**Recorded information:**

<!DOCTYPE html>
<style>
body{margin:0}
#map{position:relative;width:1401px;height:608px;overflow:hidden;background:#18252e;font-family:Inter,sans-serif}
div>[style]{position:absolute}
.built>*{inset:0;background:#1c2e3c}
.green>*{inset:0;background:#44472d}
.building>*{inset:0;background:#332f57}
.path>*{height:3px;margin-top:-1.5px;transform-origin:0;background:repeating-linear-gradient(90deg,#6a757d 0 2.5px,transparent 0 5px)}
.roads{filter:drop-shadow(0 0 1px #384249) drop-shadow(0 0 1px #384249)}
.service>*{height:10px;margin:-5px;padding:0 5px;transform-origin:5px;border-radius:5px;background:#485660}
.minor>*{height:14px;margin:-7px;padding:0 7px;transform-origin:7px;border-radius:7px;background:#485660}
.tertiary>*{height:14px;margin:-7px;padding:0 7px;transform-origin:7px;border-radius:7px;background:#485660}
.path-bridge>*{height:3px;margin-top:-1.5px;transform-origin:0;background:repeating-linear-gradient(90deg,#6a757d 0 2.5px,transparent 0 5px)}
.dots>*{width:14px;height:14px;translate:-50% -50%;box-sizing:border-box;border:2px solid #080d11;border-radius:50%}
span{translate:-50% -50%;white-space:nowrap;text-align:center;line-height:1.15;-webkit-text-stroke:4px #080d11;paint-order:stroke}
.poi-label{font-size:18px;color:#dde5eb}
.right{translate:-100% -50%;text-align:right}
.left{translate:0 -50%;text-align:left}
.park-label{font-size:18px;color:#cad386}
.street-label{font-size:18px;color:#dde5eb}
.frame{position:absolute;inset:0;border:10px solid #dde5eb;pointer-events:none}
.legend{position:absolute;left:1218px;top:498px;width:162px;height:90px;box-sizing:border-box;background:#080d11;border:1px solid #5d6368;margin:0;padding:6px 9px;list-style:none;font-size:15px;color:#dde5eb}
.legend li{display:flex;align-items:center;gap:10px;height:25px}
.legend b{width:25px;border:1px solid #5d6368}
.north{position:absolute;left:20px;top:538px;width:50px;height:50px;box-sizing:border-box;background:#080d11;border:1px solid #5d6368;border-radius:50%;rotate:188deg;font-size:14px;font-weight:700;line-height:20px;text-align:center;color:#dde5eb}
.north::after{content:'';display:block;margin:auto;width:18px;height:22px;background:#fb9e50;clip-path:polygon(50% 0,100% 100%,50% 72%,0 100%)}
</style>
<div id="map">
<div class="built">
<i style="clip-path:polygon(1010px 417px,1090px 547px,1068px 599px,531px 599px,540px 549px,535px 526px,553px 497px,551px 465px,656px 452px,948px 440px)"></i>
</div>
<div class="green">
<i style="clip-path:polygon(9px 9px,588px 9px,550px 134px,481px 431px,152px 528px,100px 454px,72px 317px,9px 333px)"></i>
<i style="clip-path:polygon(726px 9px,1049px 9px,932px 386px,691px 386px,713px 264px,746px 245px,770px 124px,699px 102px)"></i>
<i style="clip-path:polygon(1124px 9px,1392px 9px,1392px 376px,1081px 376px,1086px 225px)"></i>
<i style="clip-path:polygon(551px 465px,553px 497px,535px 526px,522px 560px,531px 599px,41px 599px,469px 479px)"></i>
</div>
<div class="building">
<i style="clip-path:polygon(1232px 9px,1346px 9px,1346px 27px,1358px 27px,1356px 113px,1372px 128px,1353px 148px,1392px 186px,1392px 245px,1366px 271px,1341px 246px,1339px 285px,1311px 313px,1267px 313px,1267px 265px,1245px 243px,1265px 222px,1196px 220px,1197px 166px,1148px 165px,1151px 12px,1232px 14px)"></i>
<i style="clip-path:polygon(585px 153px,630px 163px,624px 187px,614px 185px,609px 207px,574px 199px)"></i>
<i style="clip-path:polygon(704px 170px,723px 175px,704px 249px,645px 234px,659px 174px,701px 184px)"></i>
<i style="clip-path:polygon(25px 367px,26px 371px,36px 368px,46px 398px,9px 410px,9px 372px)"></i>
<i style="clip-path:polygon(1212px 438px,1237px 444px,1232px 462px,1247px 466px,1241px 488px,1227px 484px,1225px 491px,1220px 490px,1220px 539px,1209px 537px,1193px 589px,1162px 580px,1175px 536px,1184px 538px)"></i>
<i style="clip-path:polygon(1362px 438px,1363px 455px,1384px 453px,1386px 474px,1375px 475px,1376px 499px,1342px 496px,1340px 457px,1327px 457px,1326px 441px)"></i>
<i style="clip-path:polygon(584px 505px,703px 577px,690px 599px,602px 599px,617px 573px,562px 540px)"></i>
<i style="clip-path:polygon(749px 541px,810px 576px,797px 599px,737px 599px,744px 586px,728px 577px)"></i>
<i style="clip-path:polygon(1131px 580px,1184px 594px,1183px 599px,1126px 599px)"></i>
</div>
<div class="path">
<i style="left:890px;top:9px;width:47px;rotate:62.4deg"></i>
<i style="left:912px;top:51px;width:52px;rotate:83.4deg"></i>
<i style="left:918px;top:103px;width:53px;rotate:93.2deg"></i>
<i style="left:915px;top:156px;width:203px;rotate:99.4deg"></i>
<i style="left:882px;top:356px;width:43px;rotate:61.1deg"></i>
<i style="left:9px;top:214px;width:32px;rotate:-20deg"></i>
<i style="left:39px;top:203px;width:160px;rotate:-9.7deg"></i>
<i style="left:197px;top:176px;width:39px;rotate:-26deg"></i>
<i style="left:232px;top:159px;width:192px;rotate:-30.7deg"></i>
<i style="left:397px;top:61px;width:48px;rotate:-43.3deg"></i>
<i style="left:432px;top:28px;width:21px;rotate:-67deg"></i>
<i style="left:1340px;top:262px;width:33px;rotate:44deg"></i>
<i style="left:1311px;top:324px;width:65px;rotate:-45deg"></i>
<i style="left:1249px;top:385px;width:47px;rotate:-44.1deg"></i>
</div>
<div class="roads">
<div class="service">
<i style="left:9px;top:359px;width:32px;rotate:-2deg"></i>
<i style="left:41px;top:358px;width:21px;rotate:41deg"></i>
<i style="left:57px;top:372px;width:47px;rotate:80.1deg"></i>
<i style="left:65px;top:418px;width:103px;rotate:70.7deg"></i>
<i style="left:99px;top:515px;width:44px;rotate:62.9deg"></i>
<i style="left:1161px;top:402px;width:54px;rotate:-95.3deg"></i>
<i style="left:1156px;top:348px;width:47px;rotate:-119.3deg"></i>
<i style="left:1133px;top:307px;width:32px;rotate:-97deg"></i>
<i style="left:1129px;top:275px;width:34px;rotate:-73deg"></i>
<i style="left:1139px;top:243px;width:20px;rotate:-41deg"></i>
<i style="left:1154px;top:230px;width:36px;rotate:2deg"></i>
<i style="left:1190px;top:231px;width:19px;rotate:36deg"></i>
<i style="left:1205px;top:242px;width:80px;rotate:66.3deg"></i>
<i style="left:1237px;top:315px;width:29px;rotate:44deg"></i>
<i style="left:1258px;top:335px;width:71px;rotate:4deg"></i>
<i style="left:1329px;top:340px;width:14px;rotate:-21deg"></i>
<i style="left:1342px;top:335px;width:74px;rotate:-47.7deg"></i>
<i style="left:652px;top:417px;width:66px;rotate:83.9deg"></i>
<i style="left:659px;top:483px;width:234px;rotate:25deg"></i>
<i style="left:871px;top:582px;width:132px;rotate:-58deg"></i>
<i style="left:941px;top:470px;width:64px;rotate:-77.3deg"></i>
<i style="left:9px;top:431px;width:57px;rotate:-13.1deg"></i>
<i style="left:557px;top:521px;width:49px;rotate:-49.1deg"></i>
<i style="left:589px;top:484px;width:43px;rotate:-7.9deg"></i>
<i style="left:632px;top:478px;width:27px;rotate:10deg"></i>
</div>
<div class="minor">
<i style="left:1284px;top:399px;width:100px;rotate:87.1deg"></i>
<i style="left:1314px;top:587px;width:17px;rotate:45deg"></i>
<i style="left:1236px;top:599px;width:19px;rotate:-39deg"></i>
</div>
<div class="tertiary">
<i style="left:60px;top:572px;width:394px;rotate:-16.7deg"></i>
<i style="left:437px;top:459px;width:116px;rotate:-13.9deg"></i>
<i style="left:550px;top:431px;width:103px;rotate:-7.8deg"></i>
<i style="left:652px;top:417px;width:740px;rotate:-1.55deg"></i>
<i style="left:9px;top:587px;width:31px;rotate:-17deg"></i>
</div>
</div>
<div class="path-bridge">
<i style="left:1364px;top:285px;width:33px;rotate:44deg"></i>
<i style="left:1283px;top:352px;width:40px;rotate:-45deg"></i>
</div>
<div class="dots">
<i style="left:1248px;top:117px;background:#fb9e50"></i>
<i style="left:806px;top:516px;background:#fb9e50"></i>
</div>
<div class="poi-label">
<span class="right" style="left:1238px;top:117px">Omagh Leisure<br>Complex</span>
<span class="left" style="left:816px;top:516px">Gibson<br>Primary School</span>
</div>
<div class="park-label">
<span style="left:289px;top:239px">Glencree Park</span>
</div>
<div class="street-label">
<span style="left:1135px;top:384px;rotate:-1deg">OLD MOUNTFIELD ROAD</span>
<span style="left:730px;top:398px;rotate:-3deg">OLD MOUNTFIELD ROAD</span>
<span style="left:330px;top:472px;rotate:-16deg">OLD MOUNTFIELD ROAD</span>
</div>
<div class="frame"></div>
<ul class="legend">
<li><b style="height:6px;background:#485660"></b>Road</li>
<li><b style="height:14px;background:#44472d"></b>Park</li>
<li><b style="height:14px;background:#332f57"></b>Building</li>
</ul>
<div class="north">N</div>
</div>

**Exercise description:** With "service" as the word to match, copy each line of the records that has it.

**Answer for this exercise:**
.service>*{height:10px;margin:-5px;padding:0 5px;transform-origin:5px;border-radius:5px;background:#485660}
<div class="service">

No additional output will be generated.